The idyllic atmosphere of Haría has attracted many artists who have settled here and can be seen working away in a variety of craft shops and galleries. It was not surprising that César Manrique chose to retire here as well, where he was also buried following his death. The Casa Museo César Manrique (Museum Home) is a must visit. The house has changed very little since the artist’s death, you can feel his presence in every room, it really is as if he just walked out the door on his way to work and didn’t return. Which is what happened on that fateful day back on the 25th September 1992.
There is also an attractive town square, the shady Plaza León y Castillo, bordered by restored historic houses and even more palm trees. At one end you will find the Nuestra Señora de la Encarnación parish church that houses a small sacred art museum.
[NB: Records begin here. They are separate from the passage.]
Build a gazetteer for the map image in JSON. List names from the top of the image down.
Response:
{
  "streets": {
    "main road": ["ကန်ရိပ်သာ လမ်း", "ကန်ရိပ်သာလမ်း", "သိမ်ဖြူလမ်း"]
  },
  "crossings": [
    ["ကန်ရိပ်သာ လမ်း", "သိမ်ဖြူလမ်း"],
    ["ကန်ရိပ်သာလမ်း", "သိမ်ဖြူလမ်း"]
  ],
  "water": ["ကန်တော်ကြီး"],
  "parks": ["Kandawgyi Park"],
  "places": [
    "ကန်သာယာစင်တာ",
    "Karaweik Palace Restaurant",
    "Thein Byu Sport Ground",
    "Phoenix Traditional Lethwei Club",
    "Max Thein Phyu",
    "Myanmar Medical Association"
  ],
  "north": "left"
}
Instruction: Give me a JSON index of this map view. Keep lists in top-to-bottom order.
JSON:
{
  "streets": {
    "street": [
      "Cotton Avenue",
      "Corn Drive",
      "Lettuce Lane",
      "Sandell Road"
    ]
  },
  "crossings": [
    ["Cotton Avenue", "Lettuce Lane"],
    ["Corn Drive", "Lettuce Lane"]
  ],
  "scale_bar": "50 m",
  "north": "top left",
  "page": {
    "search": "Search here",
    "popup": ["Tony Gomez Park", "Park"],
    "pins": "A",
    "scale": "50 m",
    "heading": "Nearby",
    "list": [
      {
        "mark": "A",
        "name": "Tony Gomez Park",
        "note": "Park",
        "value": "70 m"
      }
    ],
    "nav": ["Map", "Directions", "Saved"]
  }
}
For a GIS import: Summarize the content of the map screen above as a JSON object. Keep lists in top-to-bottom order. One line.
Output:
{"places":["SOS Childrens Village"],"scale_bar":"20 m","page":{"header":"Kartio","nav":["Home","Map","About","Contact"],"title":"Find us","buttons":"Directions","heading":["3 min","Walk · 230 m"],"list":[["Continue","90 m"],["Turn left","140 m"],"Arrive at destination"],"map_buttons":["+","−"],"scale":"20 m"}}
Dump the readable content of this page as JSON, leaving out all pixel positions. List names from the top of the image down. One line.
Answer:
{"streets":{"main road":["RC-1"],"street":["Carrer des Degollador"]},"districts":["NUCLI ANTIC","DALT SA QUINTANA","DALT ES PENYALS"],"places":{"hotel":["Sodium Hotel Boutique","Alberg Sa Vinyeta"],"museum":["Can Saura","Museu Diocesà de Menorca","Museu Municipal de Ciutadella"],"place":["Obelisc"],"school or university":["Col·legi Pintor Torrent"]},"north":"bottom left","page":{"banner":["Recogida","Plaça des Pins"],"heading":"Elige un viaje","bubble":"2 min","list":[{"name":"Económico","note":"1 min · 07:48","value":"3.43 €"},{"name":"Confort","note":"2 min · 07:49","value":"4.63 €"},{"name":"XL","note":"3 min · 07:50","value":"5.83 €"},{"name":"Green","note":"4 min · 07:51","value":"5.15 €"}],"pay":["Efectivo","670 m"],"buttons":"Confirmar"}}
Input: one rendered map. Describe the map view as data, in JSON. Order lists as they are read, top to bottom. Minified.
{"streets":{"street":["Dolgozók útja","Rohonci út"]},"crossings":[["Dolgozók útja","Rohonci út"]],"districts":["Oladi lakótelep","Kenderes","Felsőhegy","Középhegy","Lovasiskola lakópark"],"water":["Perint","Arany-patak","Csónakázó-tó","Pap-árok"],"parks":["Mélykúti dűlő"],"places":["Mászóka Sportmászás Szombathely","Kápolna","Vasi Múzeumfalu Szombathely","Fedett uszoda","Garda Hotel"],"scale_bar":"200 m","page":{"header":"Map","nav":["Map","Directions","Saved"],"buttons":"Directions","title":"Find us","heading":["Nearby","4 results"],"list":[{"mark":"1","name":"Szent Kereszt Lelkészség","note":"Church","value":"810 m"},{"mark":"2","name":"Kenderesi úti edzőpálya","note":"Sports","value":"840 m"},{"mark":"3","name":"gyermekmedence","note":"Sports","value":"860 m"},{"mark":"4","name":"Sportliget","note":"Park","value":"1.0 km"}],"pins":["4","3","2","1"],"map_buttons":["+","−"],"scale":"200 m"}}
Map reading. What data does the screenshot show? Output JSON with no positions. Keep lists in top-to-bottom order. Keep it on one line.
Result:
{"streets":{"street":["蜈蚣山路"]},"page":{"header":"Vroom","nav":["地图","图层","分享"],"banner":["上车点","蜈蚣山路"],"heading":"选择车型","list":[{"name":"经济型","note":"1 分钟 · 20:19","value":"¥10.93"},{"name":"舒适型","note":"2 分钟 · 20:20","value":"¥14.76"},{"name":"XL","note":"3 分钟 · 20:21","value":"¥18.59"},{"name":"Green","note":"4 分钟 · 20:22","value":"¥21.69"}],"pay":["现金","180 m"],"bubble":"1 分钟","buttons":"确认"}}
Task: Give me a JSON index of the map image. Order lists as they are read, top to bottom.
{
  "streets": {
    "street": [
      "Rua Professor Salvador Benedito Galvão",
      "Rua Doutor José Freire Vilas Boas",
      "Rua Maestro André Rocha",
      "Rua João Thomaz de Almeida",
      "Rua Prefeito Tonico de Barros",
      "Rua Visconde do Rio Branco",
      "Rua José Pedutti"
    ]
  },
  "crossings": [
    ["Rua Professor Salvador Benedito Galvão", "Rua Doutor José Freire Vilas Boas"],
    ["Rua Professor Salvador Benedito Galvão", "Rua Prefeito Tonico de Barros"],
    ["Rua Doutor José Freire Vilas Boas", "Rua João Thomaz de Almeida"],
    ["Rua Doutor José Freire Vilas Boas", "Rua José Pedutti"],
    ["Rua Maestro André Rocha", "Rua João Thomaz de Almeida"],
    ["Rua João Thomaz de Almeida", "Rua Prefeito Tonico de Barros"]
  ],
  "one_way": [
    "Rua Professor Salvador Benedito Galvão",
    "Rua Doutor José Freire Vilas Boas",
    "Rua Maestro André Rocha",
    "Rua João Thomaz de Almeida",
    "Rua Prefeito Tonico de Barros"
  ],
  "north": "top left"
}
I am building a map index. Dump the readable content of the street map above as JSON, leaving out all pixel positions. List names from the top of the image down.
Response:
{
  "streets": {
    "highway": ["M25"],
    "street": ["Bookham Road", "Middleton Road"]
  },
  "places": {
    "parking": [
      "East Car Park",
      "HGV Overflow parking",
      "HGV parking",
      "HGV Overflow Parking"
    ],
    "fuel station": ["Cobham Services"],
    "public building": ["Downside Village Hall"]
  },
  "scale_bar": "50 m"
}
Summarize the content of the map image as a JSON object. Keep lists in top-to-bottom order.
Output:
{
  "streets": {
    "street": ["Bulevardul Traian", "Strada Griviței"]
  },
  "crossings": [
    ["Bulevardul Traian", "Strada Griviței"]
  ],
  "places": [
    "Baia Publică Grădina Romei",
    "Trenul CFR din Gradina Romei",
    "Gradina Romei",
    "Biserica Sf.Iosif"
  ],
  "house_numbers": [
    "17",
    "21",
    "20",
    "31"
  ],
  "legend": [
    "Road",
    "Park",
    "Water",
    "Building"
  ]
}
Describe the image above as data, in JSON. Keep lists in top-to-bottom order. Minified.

Every Saturday from 10am to 2pm a local market with various stalls with handmade crafts and artwork and local produce takes place in the main square. If you would like to discover other markets in Lanzarote, we would recommend you checking this list of local weekly markets in Lanzarote.
While in Haría maybe you would like to follow a winding road around the Risco de Famara up to a mountain pass to reach the Mirador de Haria, a high viewpoint just 3 miles (5 kilometres) south of Haria. From this mirador you will enjoy spectacular views over the village, the high cliffs of the north-western coast, the Peñas del Chache which at 2,200 ft (670 metres) tall is the highest mountain on the island and the villages of Tabayesco and Arrieta in the east.